◆ **Activity**
Which lines of the data below include the string "halo"? Return each of them.

◆ **Data for processing**
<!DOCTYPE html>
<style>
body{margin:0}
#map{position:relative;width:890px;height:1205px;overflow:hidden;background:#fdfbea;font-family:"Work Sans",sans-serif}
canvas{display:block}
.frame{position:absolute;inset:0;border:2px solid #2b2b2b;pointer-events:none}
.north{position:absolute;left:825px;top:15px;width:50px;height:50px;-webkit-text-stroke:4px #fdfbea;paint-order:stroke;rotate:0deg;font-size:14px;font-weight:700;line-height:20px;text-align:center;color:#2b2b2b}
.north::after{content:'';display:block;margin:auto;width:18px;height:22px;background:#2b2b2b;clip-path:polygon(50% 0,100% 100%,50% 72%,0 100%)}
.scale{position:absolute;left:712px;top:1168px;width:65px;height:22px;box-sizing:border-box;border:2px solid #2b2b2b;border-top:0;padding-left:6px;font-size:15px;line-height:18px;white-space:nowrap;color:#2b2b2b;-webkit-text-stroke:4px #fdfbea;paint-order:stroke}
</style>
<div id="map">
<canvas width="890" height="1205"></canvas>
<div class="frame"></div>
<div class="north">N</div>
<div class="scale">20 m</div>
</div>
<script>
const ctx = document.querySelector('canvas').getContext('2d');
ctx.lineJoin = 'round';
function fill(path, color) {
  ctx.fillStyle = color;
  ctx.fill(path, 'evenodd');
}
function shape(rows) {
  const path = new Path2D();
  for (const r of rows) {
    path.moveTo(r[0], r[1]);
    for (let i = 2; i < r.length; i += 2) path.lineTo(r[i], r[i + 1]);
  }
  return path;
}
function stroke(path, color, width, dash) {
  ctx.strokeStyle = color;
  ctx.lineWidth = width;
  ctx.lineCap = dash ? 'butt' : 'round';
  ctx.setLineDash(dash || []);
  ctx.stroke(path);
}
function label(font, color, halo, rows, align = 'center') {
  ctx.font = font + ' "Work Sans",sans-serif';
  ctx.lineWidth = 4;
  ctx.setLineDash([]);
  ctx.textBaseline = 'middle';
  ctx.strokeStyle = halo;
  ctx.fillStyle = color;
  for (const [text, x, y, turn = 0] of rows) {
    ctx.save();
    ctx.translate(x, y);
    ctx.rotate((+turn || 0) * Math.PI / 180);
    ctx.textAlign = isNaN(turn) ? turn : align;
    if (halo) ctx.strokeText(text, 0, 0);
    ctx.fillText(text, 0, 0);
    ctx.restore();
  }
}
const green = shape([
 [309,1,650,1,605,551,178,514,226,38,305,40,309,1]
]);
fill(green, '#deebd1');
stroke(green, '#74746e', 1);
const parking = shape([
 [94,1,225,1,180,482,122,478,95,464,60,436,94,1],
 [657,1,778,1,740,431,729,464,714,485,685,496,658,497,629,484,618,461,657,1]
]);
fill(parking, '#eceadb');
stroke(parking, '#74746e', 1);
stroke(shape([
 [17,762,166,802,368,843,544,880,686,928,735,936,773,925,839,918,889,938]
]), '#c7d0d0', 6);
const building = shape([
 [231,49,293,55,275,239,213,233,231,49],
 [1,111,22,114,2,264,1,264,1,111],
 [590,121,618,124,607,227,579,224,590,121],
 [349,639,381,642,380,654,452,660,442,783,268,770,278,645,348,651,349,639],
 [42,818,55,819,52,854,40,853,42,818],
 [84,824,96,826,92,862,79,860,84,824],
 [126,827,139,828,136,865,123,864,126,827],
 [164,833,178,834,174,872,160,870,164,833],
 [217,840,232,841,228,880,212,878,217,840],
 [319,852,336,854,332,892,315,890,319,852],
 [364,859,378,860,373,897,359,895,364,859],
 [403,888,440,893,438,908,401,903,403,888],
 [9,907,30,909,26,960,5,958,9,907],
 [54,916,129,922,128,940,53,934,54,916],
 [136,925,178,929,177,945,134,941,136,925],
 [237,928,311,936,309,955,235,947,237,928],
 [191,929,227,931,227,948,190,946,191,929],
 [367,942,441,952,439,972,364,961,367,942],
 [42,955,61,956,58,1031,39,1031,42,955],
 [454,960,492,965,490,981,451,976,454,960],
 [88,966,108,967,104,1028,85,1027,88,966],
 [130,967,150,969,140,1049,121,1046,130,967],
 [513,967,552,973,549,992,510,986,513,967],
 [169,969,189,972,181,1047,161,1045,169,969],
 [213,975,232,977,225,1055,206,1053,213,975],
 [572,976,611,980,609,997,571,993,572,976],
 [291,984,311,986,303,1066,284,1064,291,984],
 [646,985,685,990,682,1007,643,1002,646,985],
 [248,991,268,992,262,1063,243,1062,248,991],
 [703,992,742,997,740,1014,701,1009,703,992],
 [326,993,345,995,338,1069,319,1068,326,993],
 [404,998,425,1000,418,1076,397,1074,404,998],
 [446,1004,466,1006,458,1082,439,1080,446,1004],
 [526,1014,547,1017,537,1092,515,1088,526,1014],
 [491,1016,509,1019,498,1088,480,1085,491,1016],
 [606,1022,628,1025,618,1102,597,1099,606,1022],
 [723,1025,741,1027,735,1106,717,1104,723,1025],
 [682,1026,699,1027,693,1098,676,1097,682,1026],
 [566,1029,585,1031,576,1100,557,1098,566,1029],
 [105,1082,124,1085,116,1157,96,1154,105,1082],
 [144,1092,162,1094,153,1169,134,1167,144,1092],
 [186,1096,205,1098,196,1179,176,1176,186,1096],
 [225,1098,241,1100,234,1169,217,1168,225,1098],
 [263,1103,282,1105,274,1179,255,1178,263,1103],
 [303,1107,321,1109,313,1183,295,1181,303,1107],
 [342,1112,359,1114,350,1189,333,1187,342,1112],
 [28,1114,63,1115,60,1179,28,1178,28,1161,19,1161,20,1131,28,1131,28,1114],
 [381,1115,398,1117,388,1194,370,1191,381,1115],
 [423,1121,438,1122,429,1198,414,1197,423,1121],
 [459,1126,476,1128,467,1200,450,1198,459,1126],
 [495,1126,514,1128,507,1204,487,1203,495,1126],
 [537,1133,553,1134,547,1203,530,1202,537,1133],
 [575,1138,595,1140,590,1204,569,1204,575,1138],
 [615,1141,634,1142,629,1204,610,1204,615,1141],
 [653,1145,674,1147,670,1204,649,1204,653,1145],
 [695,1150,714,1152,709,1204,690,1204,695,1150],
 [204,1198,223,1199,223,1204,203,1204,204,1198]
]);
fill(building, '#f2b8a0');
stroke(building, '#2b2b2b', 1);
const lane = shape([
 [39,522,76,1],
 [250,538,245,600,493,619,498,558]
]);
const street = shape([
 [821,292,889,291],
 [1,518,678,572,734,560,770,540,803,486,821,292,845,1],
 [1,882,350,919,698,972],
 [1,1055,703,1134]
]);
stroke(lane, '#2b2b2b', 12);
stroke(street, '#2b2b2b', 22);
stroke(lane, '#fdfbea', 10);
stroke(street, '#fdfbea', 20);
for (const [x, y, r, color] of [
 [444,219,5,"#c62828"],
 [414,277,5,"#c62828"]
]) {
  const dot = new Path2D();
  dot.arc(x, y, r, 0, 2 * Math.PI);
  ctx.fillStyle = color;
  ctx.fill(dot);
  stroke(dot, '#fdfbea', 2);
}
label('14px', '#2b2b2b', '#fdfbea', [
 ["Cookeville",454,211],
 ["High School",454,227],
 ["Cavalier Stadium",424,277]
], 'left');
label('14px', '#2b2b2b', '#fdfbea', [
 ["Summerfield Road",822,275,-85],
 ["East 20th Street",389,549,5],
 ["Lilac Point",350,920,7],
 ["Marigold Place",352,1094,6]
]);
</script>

◆ **Written answer**
function label(font, color, halo, rows, align = 'center') {
  ctx.strokeStyle = halo;
    if (halo) ctx.strokeText(text, 0, 0);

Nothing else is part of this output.